Open fiatjaf opened 3 years ago
Another channel closed because of that.
{
"timestamp": "2021-05-06T05:38:13.939Z",
"old_state": "CHANNELD_NORMAL",
"new_state": "AWAITING_UNILATERAL",
"cause": "protocol",
"message": "Fulfilled HTLC 83 SENT_REMOVE_COMMIT cltv 682227 hit deadline"
}
This is in GMT+2 time, which means this happened 10 hours and 13 minutes before the actual block 682227: https://blockstream.info/block/0000000000000000000babe2f64bc91a482e0b3f17326c68a6759a2904852b3e
In order for the HTLC to be correctly settled on-chain following a closure we must have to have the HTLC output confirm on-chain before the timeout actually expires (notice the different wording between deadline and timeout). This is why the closure is initiated before the timeout expires.
The problem here seems to be that you are using an invoice going to a virtual node behind your own node and terminating it via the htlc_accepted
hook, which is ok, however the way you indicate that the sender should route through you is via the route hints, which only asks for 9 blocks in CLTV delta. This afaik is less than the timeout - deadline difference we require to safely keep the HTLC pending, forcing us to close the channel. If this were a payment destined for us, then lightningd could know that we'll settle it right away, and don't have to go on-chain right this moment, but the external handling through the plugin prevents that, and normal forwarding rules are applied.
TL;DR: increase the CLTV delta in the route hints to something that is larger than the timeout -deadline difference.
How much is the timeout-deadline difference? I thought this could be related after the first time I spotted this issue, I've then increased it to 40 but the issue keeps happening. Gonna put it as 144 now.
Still I don't get the full rationale for this: shouldn't those 9 (or 40) be added to the time required by lightningd itself? Since that extra hop doesn't exist I thought it could even have a CLTV delta of zero.
https://github.com/ElementsProject/lightning/blob/master/lightningd/peer_htlcs.c#L2306-L2319
From this shouldn't it follow that for a CLTV delta of 9 it should wait until there are 5 blocks left to close the channel?
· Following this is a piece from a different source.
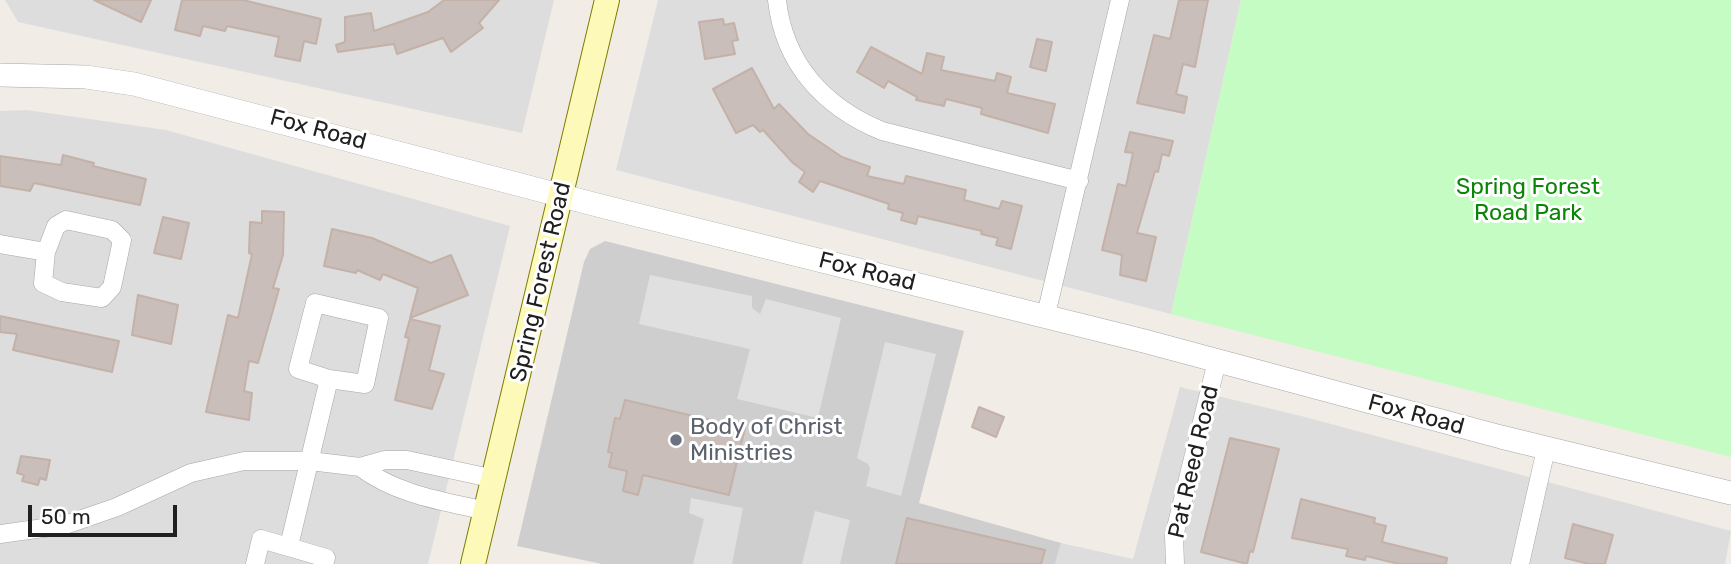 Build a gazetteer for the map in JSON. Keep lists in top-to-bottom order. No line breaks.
{"streets":{"main road":["Spring Forest Road"],"street":["Fox Road","Pat Reed Road"]},"crossings":[["Fox Road","Spring Forest Road"],["Fox Road","Pat Reed Road"]],"parks":["Spring Forest Road Park"],"places":["Body of Christ Ministries"],"scale_bar":"50 m"}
And with 40 that should be 20?
So if I increase the CLTV delta it will close channels sooner?
In the examples above isn't it closing the channels like 600 blocks before the timeout? I'm confused.
I'll need to reproduce this in a test, but it seems a bit strange indeed. It's 60 blocks in 10 hours by the way, not 600 🙂
Oops.
It seems Rusty has found a corner case in our state machine, in which we don't cancel a timeout timer despite it not being required anymore. Will keep you posted :+1:
No, that's different: we kill channeld for that, not the connection.
Here's the code you're hitting:
/* BOLT #2:
*
* 3. the deadline for received HTLCs this node has fulfilled: the deadline
* after which the channel has to be failed and the HTLC fulfilled on-chain
* before its `cltv_expiry`. See steps 4-7 above, which imply a deadline of
* `2R+G+S` blocks before `cltv_expiry`: 18 blocks is reasonable.
*/
/* We approximate this, by using half the cltv_expiry_delta (3R+2G+2S),
* rounded up. */
static u32 htlc_in_deadline(const struct lightningd *ld,
const struct htlc_in *hin)
{
return hin->cltv_expiry - (ld->config.cltv_expiry_delta + 1)/2;
}
By default, this config is 34, meaning we get upset 18 blocks before the HTLC expires. But note that this is also our default final_htlc expiry, which I think leaves us with a race if a block comes in.
@cdecker offered to test, so I'll leave that to him.
I need to go back to the BOLT 2 math, I think that we should allow at least 3 blocks in this case (implying that we use min((ld->config.cltv_expiry_delta + 1)/2, ld->config.final_htlc_expiry - 3), and insist that config.final_htlc_expiry be > 3?
cltv-delta=144
cltv-final=144
I have these in my settings. I now realize I set those without knowing what they actually did.
Maybe the problem was that I was generating my own invoices with a CLTV smaller than 144 manually? But then the HTLC should be have been rejected anyway if the CLTV delta was smaller than 144, right?
Huh, yeah. We should reject such payments.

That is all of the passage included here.